◆ Problem details ◆
Tell how many lines contain the string "bubble" in the material underneath; the reply is that number and no more.

[[ Source records, beginning ]]

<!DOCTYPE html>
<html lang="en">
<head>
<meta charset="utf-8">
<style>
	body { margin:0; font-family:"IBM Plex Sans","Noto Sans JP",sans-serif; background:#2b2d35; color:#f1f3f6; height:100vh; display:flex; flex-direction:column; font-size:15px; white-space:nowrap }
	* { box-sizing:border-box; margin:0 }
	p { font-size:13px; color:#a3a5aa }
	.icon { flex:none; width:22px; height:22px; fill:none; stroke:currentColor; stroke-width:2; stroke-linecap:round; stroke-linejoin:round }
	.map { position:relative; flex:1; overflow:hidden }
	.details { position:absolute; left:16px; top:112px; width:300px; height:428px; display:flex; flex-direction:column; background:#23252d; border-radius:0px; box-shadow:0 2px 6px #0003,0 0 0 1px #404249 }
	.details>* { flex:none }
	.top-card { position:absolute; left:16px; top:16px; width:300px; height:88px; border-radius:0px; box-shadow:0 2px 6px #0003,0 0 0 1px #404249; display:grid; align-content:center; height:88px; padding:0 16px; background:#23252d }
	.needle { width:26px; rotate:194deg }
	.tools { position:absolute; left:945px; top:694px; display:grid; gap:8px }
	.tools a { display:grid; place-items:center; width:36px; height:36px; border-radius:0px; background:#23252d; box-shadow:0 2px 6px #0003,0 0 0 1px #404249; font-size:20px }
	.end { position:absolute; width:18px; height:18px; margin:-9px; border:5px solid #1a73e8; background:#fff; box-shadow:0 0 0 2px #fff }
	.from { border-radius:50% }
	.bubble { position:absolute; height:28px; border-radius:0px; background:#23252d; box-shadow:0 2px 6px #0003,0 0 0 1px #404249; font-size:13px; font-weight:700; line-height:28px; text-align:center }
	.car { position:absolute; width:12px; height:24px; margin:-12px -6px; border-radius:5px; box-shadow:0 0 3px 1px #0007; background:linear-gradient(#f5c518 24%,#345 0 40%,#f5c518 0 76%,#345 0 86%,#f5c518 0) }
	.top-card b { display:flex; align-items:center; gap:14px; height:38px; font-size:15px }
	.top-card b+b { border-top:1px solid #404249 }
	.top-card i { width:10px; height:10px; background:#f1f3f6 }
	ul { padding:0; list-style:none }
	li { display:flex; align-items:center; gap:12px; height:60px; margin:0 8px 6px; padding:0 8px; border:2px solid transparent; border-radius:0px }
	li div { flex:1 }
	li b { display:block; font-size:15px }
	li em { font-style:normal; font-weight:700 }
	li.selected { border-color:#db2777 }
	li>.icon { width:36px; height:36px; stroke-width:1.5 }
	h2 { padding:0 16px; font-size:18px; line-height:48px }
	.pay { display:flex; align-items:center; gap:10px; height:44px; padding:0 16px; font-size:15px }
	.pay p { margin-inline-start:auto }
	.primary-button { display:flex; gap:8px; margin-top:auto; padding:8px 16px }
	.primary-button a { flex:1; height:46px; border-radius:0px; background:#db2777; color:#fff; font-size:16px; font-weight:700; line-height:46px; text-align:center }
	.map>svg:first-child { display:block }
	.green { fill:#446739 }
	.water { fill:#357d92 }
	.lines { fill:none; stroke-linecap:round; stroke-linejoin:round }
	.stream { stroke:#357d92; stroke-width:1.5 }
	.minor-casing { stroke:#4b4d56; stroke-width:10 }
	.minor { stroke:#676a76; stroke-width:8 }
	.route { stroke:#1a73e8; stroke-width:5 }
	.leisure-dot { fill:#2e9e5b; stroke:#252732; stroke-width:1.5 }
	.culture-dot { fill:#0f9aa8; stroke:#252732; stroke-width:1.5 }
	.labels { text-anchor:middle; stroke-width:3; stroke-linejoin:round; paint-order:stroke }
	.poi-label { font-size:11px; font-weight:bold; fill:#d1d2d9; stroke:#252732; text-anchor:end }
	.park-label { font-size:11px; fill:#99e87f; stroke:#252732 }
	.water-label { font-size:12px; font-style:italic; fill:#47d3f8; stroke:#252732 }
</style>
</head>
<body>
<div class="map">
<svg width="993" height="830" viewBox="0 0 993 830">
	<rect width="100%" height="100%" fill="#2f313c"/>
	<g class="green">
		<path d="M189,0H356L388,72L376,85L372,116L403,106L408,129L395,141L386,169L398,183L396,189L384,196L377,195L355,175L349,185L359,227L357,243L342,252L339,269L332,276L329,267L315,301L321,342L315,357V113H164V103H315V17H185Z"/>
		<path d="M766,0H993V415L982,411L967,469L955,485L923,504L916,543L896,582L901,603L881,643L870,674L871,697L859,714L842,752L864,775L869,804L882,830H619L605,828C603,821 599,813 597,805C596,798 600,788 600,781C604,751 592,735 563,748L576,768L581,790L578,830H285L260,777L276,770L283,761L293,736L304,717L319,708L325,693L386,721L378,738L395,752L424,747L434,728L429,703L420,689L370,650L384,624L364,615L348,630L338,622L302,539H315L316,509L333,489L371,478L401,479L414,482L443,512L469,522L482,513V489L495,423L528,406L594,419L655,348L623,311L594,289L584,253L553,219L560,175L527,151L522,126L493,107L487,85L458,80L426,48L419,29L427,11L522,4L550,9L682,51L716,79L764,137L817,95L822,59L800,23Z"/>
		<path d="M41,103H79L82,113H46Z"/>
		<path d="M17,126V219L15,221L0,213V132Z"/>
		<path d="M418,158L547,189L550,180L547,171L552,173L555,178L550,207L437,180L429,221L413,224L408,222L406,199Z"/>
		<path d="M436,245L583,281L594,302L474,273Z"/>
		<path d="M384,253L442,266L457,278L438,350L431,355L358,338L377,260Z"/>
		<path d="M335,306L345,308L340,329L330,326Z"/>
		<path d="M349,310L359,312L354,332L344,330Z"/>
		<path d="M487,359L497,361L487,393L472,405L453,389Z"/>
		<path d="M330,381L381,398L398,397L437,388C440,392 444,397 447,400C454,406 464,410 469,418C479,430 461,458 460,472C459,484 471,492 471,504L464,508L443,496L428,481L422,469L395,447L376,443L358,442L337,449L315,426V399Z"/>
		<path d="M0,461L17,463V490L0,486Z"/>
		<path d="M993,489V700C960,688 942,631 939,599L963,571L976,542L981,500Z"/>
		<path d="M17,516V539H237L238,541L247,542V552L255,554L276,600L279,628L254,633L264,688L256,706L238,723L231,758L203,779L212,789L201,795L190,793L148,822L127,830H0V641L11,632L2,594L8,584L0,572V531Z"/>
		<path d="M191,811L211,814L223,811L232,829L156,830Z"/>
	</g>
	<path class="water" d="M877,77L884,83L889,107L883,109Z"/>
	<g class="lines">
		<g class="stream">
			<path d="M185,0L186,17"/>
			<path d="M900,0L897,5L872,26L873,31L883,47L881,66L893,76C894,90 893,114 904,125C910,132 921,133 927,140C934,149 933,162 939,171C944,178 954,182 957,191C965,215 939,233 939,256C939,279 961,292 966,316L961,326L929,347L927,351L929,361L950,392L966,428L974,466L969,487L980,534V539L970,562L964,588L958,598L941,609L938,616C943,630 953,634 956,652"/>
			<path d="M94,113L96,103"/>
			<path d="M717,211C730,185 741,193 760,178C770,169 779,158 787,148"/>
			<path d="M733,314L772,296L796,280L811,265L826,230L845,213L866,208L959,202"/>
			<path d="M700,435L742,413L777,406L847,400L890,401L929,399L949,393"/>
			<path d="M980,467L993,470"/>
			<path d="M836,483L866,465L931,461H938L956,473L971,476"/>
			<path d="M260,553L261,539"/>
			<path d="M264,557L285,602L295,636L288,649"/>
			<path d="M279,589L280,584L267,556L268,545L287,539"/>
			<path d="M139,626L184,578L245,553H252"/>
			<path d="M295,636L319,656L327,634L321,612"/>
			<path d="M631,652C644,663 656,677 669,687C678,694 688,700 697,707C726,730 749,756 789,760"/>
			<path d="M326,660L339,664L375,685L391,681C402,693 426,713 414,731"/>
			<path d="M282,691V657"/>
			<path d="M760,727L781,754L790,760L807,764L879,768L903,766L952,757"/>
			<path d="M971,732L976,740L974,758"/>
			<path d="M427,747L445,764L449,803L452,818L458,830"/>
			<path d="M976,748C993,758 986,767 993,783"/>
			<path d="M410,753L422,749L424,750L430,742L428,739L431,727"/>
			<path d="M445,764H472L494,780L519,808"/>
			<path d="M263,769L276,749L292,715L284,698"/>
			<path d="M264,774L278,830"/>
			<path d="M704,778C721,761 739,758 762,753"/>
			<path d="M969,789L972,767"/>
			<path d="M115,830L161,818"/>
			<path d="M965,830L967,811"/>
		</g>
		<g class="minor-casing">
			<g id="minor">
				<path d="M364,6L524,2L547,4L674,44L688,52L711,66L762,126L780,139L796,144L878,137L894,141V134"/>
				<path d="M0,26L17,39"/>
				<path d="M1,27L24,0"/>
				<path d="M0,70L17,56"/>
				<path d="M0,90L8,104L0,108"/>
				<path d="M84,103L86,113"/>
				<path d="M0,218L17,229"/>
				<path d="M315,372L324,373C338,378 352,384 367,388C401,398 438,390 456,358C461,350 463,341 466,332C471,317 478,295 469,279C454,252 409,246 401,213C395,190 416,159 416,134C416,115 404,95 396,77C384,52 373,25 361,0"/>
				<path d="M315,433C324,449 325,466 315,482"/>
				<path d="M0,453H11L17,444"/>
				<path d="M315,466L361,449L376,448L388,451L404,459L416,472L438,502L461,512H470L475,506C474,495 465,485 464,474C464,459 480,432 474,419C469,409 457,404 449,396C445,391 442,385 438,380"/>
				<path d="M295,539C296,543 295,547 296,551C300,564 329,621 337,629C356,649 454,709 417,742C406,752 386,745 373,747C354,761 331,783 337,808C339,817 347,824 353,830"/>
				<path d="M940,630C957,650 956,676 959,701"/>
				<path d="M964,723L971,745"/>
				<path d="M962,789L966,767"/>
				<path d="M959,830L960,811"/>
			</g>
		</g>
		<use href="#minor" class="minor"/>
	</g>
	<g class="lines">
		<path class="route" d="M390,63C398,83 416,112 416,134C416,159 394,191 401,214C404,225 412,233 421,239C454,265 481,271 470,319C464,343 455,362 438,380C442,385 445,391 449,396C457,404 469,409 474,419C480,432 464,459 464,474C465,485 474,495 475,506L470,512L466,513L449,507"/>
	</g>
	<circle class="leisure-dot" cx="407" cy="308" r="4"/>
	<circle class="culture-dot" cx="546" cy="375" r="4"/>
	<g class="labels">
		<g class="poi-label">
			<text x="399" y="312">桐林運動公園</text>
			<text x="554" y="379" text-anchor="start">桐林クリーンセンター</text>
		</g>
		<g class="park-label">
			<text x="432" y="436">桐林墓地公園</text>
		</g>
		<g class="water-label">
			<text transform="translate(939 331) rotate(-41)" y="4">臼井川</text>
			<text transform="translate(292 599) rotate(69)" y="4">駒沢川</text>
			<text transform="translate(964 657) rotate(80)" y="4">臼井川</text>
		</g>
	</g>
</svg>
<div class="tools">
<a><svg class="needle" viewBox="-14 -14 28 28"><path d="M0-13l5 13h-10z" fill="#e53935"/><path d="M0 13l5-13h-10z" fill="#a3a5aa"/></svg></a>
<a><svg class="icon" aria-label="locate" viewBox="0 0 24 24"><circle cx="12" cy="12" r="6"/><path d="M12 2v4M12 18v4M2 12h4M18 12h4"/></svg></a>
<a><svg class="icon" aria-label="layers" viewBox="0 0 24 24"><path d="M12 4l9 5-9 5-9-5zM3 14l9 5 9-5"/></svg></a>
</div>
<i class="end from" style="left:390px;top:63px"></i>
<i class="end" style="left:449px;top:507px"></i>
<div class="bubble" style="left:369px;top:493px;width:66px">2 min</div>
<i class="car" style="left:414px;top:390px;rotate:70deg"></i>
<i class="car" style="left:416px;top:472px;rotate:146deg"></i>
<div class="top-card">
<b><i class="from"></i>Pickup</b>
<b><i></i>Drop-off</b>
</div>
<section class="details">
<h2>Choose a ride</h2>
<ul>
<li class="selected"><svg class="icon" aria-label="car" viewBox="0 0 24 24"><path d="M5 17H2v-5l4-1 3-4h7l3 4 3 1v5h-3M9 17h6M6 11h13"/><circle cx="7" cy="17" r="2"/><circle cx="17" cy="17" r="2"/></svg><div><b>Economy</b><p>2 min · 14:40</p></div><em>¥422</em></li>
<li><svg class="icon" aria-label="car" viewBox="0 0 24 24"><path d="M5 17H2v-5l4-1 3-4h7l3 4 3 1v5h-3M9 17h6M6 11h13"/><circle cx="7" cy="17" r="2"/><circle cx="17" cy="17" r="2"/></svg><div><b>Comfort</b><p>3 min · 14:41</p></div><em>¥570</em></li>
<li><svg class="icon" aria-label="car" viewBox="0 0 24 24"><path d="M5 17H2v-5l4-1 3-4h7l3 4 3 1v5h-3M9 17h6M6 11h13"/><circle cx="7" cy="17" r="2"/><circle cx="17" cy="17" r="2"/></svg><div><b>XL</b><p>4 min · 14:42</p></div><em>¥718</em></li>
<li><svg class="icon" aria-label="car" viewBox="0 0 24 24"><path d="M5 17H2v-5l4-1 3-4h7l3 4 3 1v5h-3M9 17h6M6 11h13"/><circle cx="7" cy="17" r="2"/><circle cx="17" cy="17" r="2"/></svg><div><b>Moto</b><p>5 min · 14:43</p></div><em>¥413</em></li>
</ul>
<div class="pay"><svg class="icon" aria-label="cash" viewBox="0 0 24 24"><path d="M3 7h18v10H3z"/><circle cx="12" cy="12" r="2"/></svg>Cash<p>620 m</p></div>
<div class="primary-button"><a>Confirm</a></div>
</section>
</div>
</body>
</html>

[[ Source records, end ]]

◆ Exercise response ◆
2